There are significant lessons here for South Carolina, on both preparedness and policy.
So it’s encouraging that the state Office of Regulatory Staff — recognizing that polar vortexes have become more commonplace and that temperature spikes are on the rise in both directions — has launched a review to determine how prepared S.C. utilities are for cold-weather emergencies, backed by Gov. Henry McMaster.
On Monday, the agency asked power companies to provide very specific information about potential threats, costs and measures they have taken “to mitigate the negative impacts of potential ice storms and other dangerous weather conditions and to ensure peak customer demands on the utility system can be met during extreme weather scenarios.”
That information will be essential to determine if officials should require power companies to do what Texas officials refused to do despite warnings after a massive snowstorm a decade ago that caused rolling blackouts that left millions without power: spend more money to prepare power stations and supply lines to withstand temperatures outside of what used to be the norm.
It also should help illustrate the need, as the Coastal Conservation League’s Eddy Moore explained in a guest column on Wednesday, for utilities to take the cheapest and easiest step to avoid blackouts, by helping customers save electricity through weatherization projects and more efficient heating systems and appliances.
Global changes to our climate mean it’s likely only a matter of time before South Carolina experiences deadly cold snaps as well — along with hotter heat waves and deeper floods — and our electric grid needs to be up to the task. There’s a real cost to making a power grid more resilient, but there’s also a cost for not doing that when you needed to.
Any power system would have trouble keeping up when temperatures plunge as far below the normal lows as they did in Texas and stay below them for so long.
But the cascading emergencies were triggered by the addition of Texas' extreme experiment in energy-market deregulation and its decision two decades ago — driven by reluctance to submit to the requisite federal regulation — to boycott the two regional power grids that the 47 other contiguous states all belong to. That meant when the power went out in Texas, there was nowhere to turn for backup.
That in turn was an outgrowth of Texas lawmakers’ fierce sense of independence, their tendency to bow to their homegrown special interests and their faith in the infallibility of the free market and certainty that government, and particularly government regulation, is the root of all evil.
After the V.C. Summer debacle helped all of us recognize how badly our state has failed to put the “regulate” into regulated monopolies — and better understand how those monopolies operate — South Carolina is appropriately exploring electricity deregulation.
The big takeaway from Texas isn’t that deregulation is inherently evil. It’s that Texas-style, no-holds-barred deregulation is inherently evil.
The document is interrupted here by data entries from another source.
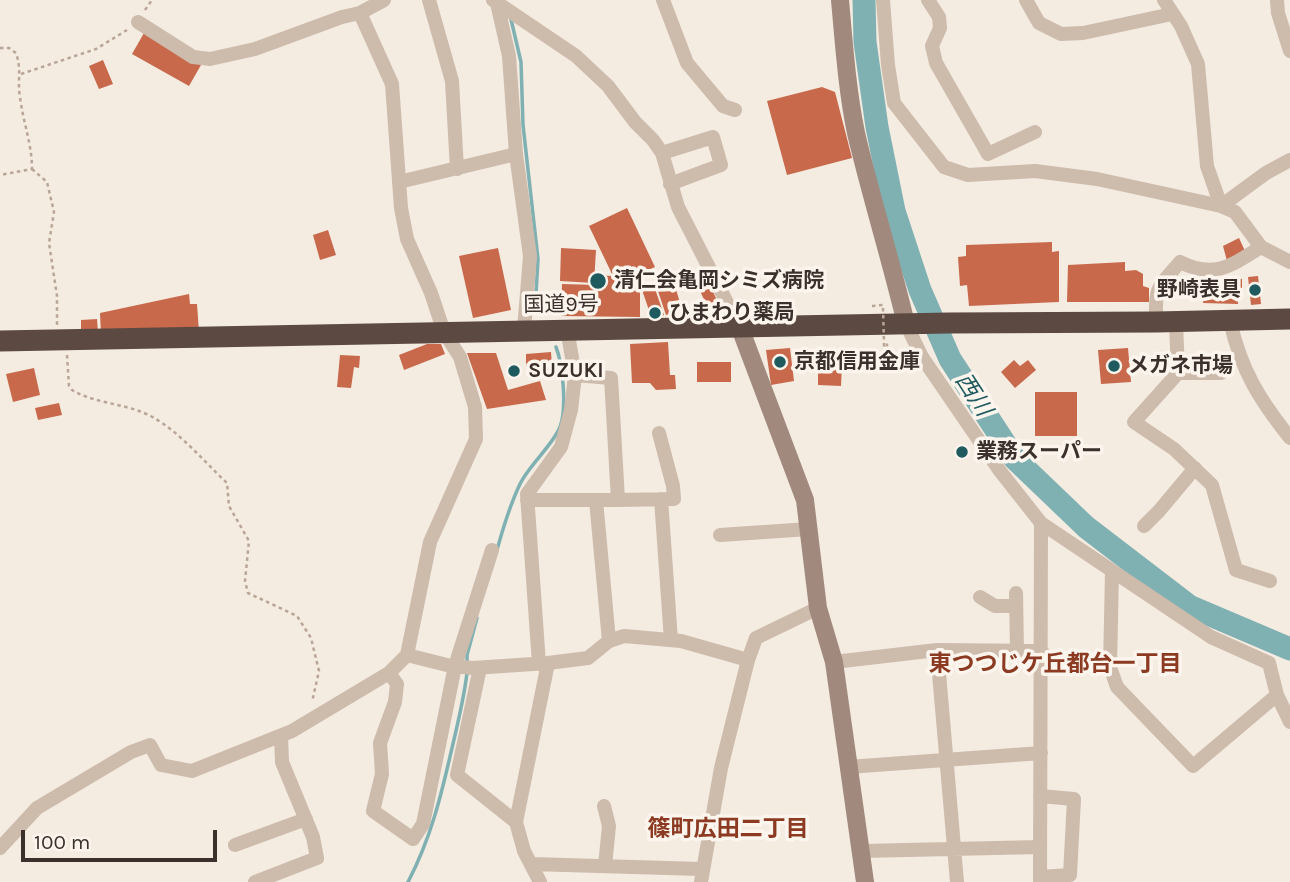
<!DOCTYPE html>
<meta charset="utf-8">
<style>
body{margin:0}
#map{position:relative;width:1290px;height:882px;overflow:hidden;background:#f4ebe1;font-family:Karla,sans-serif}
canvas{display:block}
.scale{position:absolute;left:21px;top:830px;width:196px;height:32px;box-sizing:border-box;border:4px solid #3b302b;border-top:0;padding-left:9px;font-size:21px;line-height:24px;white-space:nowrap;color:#3b302b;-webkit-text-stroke:5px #fbf5ee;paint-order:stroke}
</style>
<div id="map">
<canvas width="1290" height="882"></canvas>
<div class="scale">100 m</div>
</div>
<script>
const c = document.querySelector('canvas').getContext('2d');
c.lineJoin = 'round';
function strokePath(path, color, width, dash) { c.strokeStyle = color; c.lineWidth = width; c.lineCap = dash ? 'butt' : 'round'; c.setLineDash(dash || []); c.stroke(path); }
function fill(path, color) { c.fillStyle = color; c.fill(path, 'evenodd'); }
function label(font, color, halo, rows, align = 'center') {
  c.font = font + ' Karla,"Noto Sans JP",sans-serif'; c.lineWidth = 7; c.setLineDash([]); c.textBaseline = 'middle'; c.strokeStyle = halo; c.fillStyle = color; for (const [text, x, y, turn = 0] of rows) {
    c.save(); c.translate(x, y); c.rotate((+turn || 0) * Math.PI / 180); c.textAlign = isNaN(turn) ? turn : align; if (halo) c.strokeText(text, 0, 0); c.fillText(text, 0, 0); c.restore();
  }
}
strokePath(new Path2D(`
 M510,15l11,47 2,63 15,134 -3,53
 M497,550c6,-22 13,-45 23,-66 9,-19 33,-39 40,-57 7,-19 3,-62 -4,-80
 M467,665v-10l10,-37
 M408,882c23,-44 33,-86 44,-134 6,-25 12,-50 15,-75`), '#7fb0b2', 3.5);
strokePath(new Path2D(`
 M864,0l1,42 12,85 17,84 26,79 30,69 65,100 71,68 103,79 101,43`), '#7fb0b2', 23);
fill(new Path2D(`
 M144,33l57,32 -12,21 -57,-32z
 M103,60l10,24 -14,5 -10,-23z
 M822,87l13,5 17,66 -65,17 -20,-74z
 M627,208l28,59 -21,9 -5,-10 -17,8 -23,-48z
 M328,230l8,25 -16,5 -7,-25z
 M1239,238l6,13 -18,10 -4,-15z
 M1052,242v10l7,-1v51l-90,4 -2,-21 -7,1 -2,-29 8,-1v-11z
 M498,248l13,62 -38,8 -14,-62z
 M561,248l35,2 -2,33 -34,-2z
 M1125,262v9l11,-1 7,4v12l6,2v14h-82l1,-37z
 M703,270l18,39 -11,4 -17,-38z
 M596,275l32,2v11l12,1v28l-79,-1 1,-32 34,1z
 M1258,276l3,28 -10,1 -3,-28z
 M1198,279h44v16h-4v9l-35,-1v-8h-5z
 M673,280l9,29 -16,6 -10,-30z
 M653,283l11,32 -12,4 -11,-32z
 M189,294l1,10h7l2,28 -98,2 -1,-21z
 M97,319l1,13 -17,1v-13z
 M668,342l2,33h5l1,14 -20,1 -6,-7h-18l-2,-39z
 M427,344h14l4,10 -41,16 -5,-15z
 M790,348l4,33 -23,4 -5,-35z
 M1128,348l3,34 -30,2 -3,-34z
 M551,352l1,14 -26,1v-13z
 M467,353h29l12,37 32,-9 6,19 -59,9z
 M340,355l20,1 -1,12 -5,-1 -3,21 -14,-1z
 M1014,360l6,6 8,-6 8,10 -21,18 -14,-16z
 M697,362h34v20h-34z
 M818,364l24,1 -1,21 -23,-1z
 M34,368l6,27 -27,7 -7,-28z
 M1035,392h42v44h-42z
 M59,403l3,12 -24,5 -3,-12z`), '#c8694b');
strokePath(new Path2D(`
 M145,10l7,-10
 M0,48h9l7,5c6,17 1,28 4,44 3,25 12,47 12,72l-32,6
 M21,74l75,-25 31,-19
 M32,169l15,13 7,30 -5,31 8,53v29
 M872,306l11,-1
 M884,343v11h3v-11
 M67,355l2,31 3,4c20,12 45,13 67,21 34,12 62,48 88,72l2,23 20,35 -4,40 3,12 49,23 14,22 8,33 -7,31`), '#b9a596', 2.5, [3.5, 3.5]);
strokePath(new Path2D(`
 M429,0l23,81 5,88
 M493,0l83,56 32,30 27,36 18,18 9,13 16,54 62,121
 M663,0l24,63 36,43 12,4
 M883,0l5,65 6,38 50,64 24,8 67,-4 62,8 124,27 14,6 26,35 29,15
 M928,0l11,17 1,11 -8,18 4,17 52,91 47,-22
 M1026,0l13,23 22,11 22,-1 89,-19
 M1164,0l17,26 17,38 9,102 14,40
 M1277,0l1,13 12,38
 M497,3l12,53 7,98 14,102 -6,74
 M138,22l55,35 17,2 45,-10 87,-32 18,-4 24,-13
 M662,153l51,-16 8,28 -51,19
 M399,182l117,-28
 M1221,206l45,-33 24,-13
 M1230,321c11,49 29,78 60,117
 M1156,322c-1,-36 1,-33 24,-60 34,17 51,4 81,-15
 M1176,322l2,51 -44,49 40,27 38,36 24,85 34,11
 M906,324l16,33 78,114 41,52 170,114 58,26 8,32 13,27
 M567,329l8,46 36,3 7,122h-22l13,141
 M1178,373h43
 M661,499l10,141
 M527,500h69
 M618,500l56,-1 -1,-13 -14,-53
 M1144,526l15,-15 36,-43
 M720,535l89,-6
 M1112,572l-2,95 7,20 76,79 84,-71
 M1016,593l1,57
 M980,597l15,9h21
 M937,650l20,232
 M407,655l44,11 22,2 75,-5 40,-5 21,-17 15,-5 57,5 67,19
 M834,662l103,-12 105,1
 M539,664l-12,-170 34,-47 10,-37 4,-35
 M480,668l-23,107 59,47
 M389,673l8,11 -2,18 -15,41 2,31 -9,37 40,28 10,-15 32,-158 37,-116
 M848,767l193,-14
 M1040,796l34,3 -4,76 -30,2
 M604,806l5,20 -4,40
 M235,845l71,-26
 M0,848l37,-40 94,-56 19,-7 11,20 31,6 100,-40 97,-58 18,-18 23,-113 46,-103 -1,-32 -15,-50 -16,-25 -13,-39 -24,-54 -6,-31 -9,-124 -32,-71
 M862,851l178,-4
 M531,864l170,5
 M255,882l62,-24 -4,-21 -31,-75 -1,-26
 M540,882l-16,-31 -8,-29 32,-159
 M701,882l20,-114 27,-108 8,-22 62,-30
 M1040,882l1,-359`), '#cdbbac', 14);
strokePath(new Path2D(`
 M840,0c4,44 7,89 16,133 15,64 35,127 50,191
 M740,328l65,172 13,108 16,54 31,220`), '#a18a7d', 18);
strokePath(new Path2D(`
 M0,341l949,-18 207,-1 134,-3`), '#5c4a42', 21);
strokePath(new Path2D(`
 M883,308l1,35`), '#b9a596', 2.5, [3.5, 3.5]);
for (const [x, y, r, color] of [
 [598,281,9,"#1f5a5e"],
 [1255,290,7,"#1f5a5e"],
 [655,313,7,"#1f5a5e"],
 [780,362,7,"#1f5a5e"],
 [1114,366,7,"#1f5a5e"],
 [514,371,7,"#1f5a5e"],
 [962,452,7,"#1f5a5e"]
]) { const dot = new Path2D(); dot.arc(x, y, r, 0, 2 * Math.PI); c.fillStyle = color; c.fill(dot); strokePath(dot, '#fbf5ee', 2.5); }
label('bold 21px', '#3b302b', '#fbf5ee', [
 ["清仁会亀岡シミズ病院",614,281],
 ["野崎表具",1241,290,"right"],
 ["ひまわり薬局",669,313],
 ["京都信用金庫",794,362],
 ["メガネ市場",1128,366],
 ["SUZUKI",528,371],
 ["業務スーパー",976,452]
], 'left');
label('21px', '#3b302b', '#fbf5ee', [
 ["国道9号",561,305,-1]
]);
label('italic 23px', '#1f5a5e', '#fbf5ee', [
 ["西川",973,395,57]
]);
label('bold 23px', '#8c3b22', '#fbf5ee', [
 ["東つつじケ丘都台一丁目",1055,664],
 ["篠町広田二丁目",728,829]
]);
</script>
Or at least dangerous. (And, according to a new Wall Street Journal analysis, also expensive: The 60% of customers who are forced to buy energy from retail electricity providers — so much for consumer choice — pay 21% more than customers who are allowed to buy from traditional utilities.)
The takeaway for us is that there are different ways to deregulate and different degrees of deregulation — that there’s a big difference between Texas deregulation and California deregulation and Maryland deregulation and all the other deregulated markets in between.
Texans might not admit that the Valentine’s Day storm demonstrated that their extreme version of deregulation is broken; that’s their problem. What’s important for South Carolina is that we add their experience to the growing trove of evidence about what works and what doesn’t work.
What’s important is that we understand that whatever we do needs to be pragmatic rather than philosophical, led by independent experts, consumers and interests beyond energy interests. Yes, utility companies and other energy interests need to be at the table, but we don’t need to let them carry the table off for their own private buffet, like Texas lawmakers did.